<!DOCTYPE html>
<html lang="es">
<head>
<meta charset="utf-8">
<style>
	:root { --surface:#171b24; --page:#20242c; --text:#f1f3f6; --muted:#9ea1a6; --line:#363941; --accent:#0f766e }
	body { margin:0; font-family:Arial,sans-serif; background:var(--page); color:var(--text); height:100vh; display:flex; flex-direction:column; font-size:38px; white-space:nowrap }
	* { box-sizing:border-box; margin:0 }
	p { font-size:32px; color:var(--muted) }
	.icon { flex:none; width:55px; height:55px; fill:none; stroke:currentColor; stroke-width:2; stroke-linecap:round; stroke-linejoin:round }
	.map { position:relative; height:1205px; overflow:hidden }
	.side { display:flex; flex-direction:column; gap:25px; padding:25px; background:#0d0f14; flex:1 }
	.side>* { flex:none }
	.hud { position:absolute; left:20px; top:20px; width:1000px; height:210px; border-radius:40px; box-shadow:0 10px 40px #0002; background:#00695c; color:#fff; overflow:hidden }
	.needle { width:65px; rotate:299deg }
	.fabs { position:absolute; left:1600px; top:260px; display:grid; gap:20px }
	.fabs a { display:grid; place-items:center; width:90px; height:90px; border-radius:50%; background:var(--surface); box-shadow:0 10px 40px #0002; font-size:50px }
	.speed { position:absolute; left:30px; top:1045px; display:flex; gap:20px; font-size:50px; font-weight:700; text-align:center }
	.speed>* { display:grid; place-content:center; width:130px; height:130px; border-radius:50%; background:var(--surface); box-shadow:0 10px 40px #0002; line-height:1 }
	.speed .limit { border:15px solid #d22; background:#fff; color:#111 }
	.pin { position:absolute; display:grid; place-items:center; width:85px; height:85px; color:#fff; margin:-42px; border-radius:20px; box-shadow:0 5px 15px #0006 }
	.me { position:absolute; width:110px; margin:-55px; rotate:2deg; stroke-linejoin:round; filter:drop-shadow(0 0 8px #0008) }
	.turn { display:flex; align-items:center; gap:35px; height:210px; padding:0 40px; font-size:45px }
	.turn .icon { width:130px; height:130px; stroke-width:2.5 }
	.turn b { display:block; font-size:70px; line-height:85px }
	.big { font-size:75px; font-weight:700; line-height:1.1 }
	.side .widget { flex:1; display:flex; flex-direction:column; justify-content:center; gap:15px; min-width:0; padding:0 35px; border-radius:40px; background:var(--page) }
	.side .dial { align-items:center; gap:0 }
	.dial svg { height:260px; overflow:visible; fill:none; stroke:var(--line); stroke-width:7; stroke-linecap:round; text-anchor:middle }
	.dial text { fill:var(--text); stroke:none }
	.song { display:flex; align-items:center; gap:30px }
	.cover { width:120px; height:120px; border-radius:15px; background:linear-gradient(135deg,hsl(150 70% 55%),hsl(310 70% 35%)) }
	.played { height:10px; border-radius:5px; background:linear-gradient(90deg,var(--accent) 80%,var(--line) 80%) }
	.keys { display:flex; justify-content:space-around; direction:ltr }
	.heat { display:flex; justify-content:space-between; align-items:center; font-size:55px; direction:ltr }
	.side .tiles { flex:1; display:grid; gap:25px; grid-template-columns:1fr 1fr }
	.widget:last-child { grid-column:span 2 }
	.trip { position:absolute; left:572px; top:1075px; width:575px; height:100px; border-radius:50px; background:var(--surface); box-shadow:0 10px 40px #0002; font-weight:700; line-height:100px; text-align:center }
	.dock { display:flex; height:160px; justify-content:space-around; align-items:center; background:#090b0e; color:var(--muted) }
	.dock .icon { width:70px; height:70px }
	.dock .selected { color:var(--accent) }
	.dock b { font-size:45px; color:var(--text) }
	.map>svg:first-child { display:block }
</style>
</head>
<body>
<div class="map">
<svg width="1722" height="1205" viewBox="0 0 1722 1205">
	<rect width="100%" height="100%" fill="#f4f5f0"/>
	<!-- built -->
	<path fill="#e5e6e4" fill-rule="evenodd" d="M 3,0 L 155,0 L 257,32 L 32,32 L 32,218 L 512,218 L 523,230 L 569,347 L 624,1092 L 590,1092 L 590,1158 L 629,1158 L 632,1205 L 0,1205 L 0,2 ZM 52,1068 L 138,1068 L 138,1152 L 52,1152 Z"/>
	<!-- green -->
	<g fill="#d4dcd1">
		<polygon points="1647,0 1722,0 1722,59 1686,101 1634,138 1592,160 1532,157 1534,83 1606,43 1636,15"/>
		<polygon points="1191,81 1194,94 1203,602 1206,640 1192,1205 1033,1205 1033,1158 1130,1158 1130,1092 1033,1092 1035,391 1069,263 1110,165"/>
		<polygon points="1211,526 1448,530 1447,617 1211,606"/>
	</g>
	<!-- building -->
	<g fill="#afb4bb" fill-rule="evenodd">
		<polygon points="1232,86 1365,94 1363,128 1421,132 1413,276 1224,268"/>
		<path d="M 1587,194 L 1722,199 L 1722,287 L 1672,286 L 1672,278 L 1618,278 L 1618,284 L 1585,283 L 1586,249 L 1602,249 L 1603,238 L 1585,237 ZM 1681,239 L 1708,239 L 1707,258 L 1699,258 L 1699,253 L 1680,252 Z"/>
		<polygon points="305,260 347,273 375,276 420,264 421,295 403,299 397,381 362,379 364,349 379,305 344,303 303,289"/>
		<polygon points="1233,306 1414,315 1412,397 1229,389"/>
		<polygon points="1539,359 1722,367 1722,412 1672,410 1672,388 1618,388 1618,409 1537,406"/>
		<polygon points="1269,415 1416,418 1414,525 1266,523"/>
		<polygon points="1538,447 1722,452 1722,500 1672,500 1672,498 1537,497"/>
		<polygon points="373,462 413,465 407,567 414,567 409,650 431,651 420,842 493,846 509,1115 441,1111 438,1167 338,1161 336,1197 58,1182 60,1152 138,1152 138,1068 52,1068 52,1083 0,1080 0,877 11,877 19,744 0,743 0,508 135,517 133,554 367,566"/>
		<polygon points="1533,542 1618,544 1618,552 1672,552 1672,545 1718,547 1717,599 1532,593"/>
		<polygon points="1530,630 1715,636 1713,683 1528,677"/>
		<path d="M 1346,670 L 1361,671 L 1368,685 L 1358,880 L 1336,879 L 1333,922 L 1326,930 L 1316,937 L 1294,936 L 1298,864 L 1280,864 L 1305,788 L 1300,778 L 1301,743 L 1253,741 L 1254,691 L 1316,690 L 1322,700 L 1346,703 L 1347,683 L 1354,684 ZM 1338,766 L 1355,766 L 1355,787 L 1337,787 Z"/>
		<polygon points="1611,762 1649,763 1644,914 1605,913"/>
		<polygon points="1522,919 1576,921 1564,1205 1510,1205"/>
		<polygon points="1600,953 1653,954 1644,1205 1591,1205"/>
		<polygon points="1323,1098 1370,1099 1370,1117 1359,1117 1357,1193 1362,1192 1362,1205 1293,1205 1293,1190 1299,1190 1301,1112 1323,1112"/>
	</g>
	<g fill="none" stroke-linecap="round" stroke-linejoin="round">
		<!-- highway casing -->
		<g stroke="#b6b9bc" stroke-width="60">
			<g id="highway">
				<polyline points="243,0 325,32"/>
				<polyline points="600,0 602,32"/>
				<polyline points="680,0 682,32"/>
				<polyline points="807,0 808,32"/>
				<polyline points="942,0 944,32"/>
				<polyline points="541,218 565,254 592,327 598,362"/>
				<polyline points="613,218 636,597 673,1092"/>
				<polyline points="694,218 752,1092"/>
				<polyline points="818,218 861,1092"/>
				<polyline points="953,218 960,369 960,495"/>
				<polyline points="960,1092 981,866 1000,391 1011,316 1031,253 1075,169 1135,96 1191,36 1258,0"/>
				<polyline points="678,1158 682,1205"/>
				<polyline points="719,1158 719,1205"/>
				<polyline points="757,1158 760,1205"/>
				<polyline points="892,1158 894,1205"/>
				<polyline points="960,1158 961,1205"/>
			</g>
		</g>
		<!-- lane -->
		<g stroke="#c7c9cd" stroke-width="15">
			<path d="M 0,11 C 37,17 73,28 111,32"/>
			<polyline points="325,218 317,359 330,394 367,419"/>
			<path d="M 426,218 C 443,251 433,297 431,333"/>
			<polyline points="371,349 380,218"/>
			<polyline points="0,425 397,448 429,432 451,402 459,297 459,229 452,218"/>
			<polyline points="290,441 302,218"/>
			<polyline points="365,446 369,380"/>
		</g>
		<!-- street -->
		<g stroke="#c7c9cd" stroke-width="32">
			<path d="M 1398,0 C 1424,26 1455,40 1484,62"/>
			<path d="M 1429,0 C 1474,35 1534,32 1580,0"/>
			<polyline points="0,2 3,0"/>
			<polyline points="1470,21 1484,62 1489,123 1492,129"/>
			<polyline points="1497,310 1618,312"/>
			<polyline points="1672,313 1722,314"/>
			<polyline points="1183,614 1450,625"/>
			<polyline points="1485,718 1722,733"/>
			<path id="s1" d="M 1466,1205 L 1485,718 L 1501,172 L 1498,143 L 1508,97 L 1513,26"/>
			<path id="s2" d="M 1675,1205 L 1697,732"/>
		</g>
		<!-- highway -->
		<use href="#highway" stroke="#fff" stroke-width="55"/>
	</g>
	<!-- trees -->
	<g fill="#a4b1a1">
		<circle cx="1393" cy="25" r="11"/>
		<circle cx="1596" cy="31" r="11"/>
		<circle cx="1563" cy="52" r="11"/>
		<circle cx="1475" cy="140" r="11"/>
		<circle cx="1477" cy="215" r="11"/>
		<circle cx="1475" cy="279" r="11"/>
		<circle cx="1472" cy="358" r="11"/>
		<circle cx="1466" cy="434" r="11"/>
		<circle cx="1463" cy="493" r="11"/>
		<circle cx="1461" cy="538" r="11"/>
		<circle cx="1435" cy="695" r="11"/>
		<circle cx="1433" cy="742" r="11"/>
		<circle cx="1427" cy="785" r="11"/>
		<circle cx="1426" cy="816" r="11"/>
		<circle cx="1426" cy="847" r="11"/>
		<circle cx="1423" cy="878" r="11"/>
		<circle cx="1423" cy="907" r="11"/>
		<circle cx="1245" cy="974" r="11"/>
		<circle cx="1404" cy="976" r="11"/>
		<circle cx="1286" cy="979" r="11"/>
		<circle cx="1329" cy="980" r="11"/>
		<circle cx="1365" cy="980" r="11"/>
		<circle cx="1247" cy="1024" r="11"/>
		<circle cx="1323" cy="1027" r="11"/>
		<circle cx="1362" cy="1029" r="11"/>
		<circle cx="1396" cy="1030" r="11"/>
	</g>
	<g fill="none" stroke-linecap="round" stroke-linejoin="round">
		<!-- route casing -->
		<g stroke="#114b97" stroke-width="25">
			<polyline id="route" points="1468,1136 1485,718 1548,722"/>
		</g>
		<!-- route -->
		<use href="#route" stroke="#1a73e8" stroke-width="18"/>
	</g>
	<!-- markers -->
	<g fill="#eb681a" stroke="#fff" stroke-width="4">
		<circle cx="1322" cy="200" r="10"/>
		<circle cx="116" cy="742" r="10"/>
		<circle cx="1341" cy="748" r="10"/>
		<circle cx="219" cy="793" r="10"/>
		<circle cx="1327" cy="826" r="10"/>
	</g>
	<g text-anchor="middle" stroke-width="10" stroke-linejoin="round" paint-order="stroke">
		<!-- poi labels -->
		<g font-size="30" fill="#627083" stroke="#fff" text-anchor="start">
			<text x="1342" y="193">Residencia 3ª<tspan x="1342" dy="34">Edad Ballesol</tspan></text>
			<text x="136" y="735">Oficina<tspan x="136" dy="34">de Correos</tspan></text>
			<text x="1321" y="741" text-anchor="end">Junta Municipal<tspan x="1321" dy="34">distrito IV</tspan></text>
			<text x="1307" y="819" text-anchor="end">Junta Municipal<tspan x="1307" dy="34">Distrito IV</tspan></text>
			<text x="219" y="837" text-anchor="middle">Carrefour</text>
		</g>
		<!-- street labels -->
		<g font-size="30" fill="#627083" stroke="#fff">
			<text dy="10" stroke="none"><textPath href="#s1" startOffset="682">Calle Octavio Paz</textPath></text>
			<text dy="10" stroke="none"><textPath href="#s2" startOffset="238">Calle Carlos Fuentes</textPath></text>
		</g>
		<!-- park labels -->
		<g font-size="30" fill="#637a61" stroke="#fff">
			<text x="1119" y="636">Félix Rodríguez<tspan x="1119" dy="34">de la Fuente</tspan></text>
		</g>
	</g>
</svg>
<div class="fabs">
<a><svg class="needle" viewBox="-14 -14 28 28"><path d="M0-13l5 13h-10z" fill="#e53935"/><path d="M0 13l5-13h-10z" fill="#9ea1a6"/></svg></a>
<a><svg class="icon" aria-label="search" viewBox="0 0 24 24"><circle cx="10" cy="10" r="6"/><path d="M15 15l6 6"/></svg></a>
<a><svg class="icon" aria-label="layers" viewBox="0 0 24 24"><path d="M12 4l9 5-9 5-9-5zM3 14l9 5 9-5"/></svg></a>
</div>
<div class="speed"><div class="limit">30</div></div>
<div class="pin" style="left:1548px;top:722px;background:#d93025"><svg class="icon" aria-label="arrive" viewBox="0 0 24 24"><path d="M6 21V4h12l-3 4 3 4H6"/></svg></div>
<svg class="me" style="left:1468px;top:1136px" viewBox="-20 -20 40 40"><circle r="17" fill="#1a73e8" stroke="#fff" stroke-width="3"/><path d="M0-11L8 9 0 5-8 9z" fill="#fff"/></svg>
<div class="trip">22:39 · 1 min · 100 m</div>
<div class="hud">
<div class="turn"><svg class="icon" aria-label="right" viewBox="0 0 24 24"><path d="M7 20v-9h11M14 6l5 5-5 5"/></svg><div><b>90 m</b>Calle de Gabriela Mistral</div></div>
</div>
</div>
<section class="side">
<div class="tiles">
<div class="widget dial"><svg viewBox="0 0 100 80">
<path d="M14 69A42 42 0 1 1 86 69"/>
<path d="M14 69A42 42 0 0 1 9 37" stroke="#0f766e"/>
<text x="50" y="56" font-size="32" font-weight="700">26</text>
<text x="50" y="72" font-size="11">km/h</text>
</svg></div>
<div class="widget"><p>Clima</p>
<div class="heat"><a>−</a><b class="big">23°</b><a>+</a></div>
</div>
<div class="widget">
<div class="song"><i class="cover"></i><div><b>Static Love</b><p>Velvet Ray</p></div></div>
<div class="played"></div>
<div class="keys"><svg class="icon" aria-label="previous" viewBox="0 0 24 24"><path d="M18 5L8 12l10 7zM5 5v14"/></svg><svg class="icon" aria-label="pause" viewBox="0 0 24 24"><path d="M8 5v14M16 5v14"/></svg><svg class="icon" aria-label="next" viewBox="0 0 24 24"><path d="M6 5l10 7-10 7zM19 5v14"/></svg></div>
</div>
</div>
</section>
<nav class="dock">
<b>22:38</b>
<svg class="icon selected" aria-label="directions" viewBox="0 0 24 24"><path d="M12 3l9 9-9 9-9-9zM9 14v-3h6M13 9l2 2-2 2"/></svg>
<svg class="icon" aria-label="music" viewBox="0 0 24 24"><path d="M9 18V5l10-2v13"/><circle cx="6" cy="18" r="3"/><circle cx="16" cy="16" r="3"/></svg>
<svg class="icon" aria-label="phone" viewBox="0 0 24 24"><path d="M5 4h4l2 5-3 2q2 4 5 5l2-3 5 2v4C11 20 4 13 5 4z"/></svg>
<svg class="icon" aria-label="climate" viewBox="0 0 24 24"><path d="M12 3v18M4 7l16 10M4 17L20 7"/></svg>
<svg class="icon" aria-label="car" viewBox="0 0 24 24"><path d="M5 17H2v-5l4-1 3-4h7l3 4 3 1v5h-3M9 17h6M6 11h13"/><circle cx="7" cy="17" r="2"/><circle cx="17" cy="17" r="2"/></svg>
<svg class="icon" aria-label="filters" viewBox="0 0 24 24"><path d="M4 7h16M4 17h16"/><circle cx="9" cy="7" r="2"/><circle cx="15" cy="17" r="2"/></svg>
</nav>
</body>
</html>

────────

▸ WHAT YOU SHOULD DO:
Reproduce each line of the records in which the string "gradient" appears.

▸ SOLUTION FOR THIS PROBLEM:
	.cover { width:120px; height:120px; border-radius:15px; background:linear-gradient(135deg,hsl(150 70% 55%),hsl(310 70% 35%)) }
	.played { height:10px; border-radius:5px; background:linear-gradient(90deg,var(--accent) 80%,var(--line) 80%) }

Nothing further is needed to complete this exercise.